### WHAT IS EXPECTED
What you return must be every line below that includes the word "Groby".

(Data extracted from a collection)
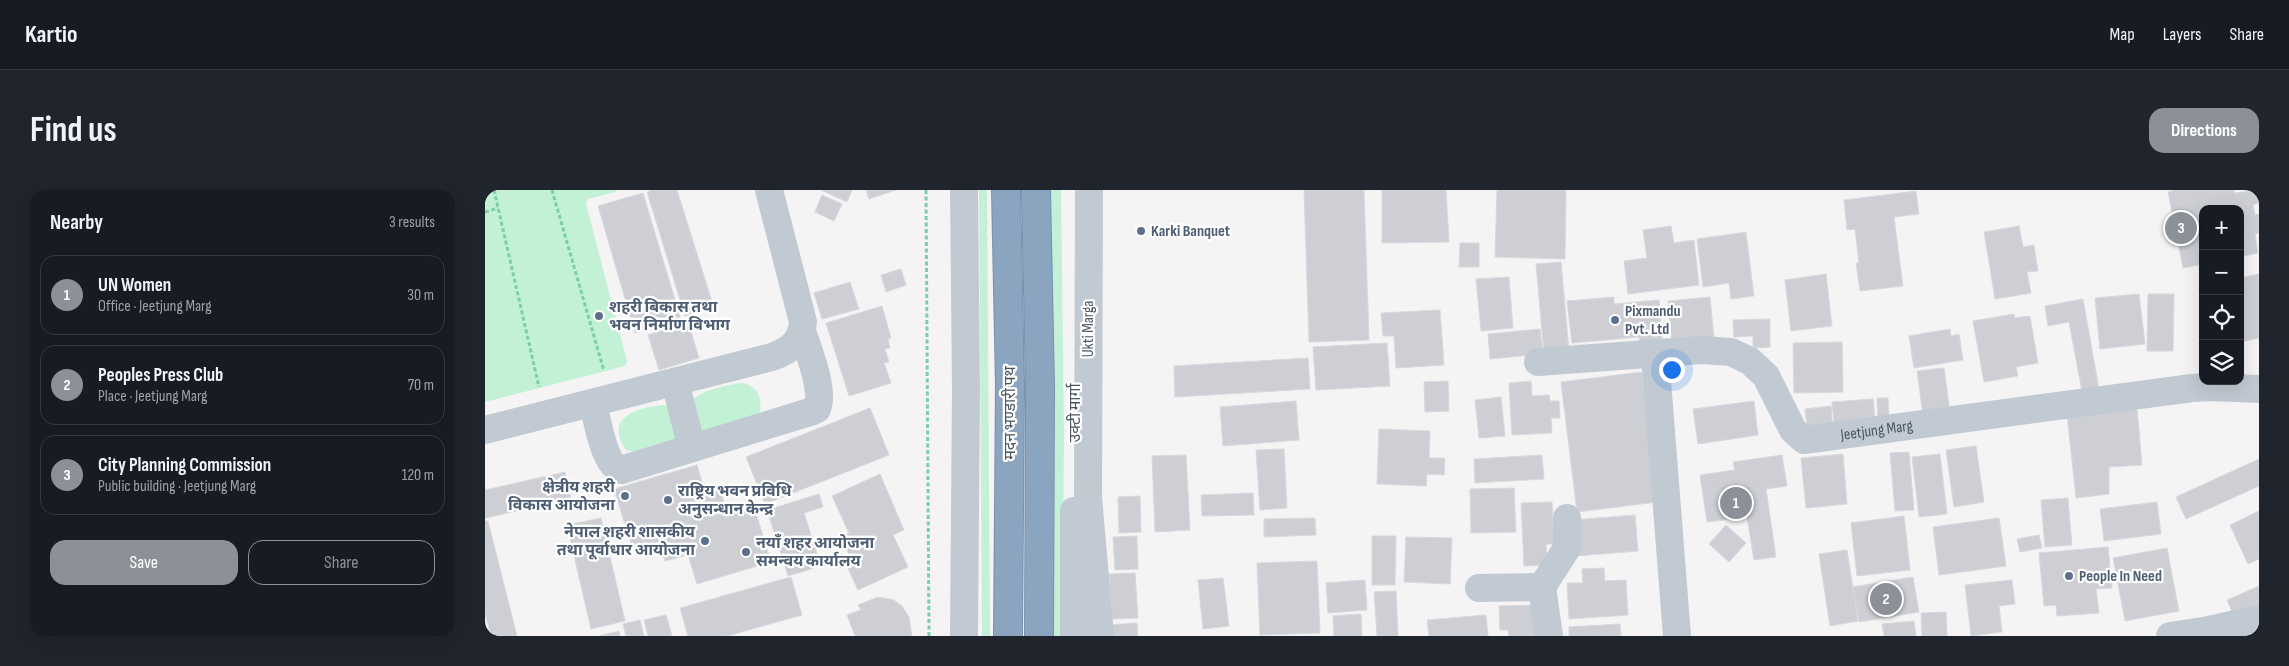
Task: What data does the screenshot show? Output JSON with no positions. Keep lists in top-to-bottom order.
{
  "streets": {
    "highway": ["मदन भण्डारी पथ"],
    "street": ["Ukti Marga", "उक्टी मार्गा", "Jeetjung Marg"]
  },
  "places": [
    "Karki Banquet",
    "शहरी बिकास तथा भवन निर्माण विभाग",
    "Pixmandu Pvt. Ltd",
    "क्षेत्रीय शहरी विकास आयोजना",
    "राष्ट्रिय भवन प्रविधि अनुसन्धान केन्द्र",
    "नेपाल शहरी शासकीय तथा पूर्वाधार आयोजना",
    "नयाँ शहर आयोजना समन्वय कार्यालय",
    "People In Need"
  ],
  "page": {
    "header": "Kartio",
    "nav": ["Map", "Layers", "Share"],
    "buttons": [
      "Directions",
      ["Save", "Share"]
    ],
    "title": "Find us",
    "heading": ["Nearby", "3 results"],
    "map_buttons": ["+", "−"],
    "pins": ["3", "1", "2"],
    "list": [
      {
        "mark": "1",
        "name": "UN Women",
        "note": "Office · Jeetjung Marg",
        "value": "30 m"
      },
      {
        "mark": "2",
        "name": "Peoples Press Club",
        "note": "Place · Jeetjung Marg",
        "value": "70 m"
      },
      {
        "mark": "3",
        "name": "City Planning Commission",
        "note": "Public building · Jeetjung Marg",
        "value": "120 m"
      }
    ]
  }
}
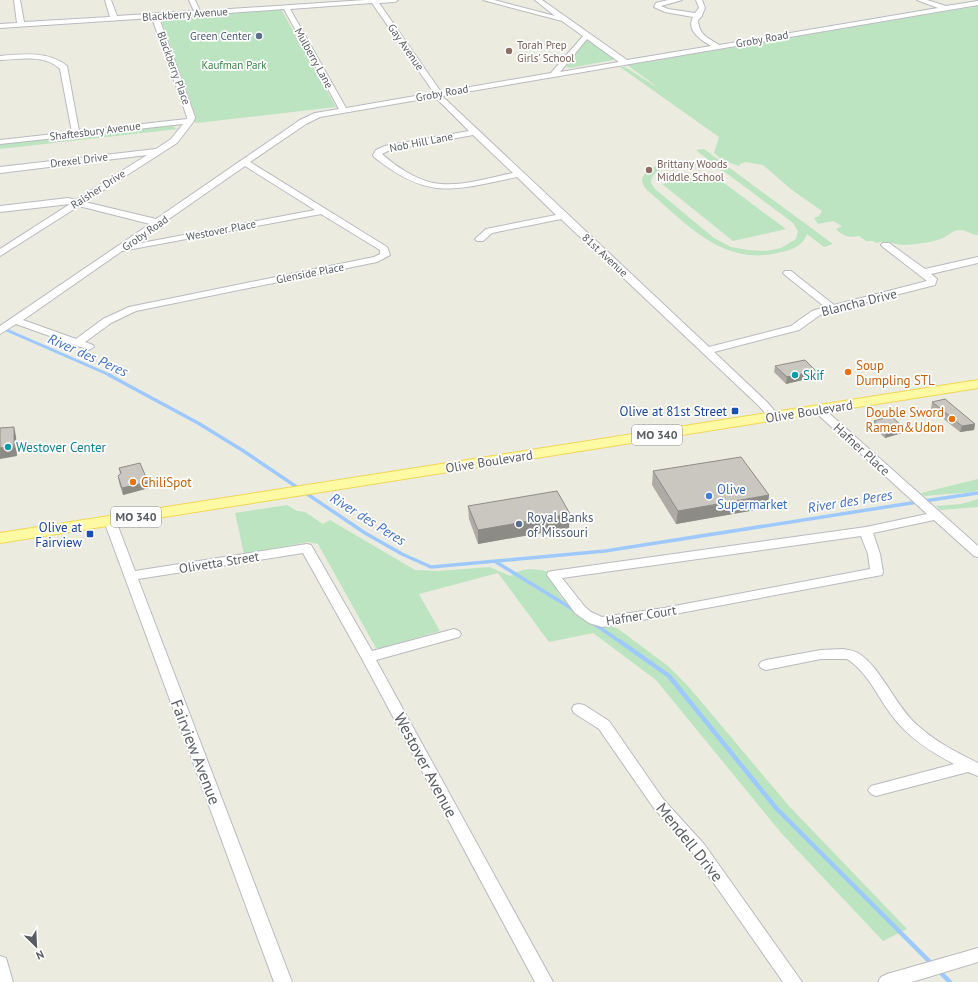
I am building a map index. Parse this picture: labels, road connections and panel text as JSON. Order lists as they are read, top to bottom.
{
  "streets": {
    "main road": ["Olive Boulevard", "MO 340"],
    "street": [
      "Blackberry Avenue",
      "Groby Road",
      "Gay Avenue",
      "Mulberry Lane",
      "Blackberry Place",
      "Shaftesbury Avenue",
      "Nob Hill Lane",
      "Drexel Drive",
      "Raisher Drive",
      "Westover Place",
      "81st Avenue",
      "Glenside Place",
      "Blancha Drive",
      "Hafner Place",
      "Olivetta Street",
      "Hafner Court",
      "Fairview Avenue",
      "Westover Avenue",
      "Mendell Drive"
    ]
  },
  "crossings": [
    ["Blackberry Avenue", "Gay Avenue"],
    ["Blackberry Avenue", "Mulberry Lane"],
    ["Blackberry Avenue", "Blackberry Place"],
    ["Groby Road", "Gay Avenue"],
    ["Groby Road", "Mulberry Lane"],
    ["Groby Road", "Westover Place"],
    ["Groby Road", "81st Avenue"],
    ["Gay Avenue", "81st Avenue"],
    ["Blackberry Place", "Shaftesbury Avenue"],
    ["Blackberry Place", "Raisher Drive"],
    ["Shaftesbury Avenue", "Raisher Drive"],
    ["Nob Hill Lane", "81st Avenue"],
    ["Drexel Drive", "Raisher Drive"],
    ["81st Avenue", "Blancha Drive"],
    ["81st Avenue", "Olive Boulevard"],
    ["Olive Boulevard", "Hafner Place"],
    ["Olive Boulevard", "Fairview Avenue"],
    ["Hafner Place", "Hafner Court"],
    ["Olivetta Street", "Fairview Avenue"],
    ["Olivetta Street", "Westover Avenue"]
  ],
  "water": ["River des Peres"],
  "parks": ["Kaufman Park"],
  "places": {
    "other": [
      "Green Center",
      "Torah Prep Girls' School",
      "Brittany Woods Middle School",
      "Soup Dumpling STL",
      "Skif",
      "Double Sword Ramen&Udon",
      "Westover Center",
      "ChiliSpot",
      "Olive Supermarket",
      "Royal Banks of Missouri"
    ],
    "transit": ["Olive at 81st Street", "Olive at Fairview"]
  },
  "north": "bottom right"
}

### RESULT FOR THIS EXERCISE
      "Groby Road",
    ["Groby Road", "Gay Avenue"],
    ["Groby Road", "Mulberry Lane"],
    ["Groby Road", "Westover Place"],
    ["Groby Road", "81st Avenue"],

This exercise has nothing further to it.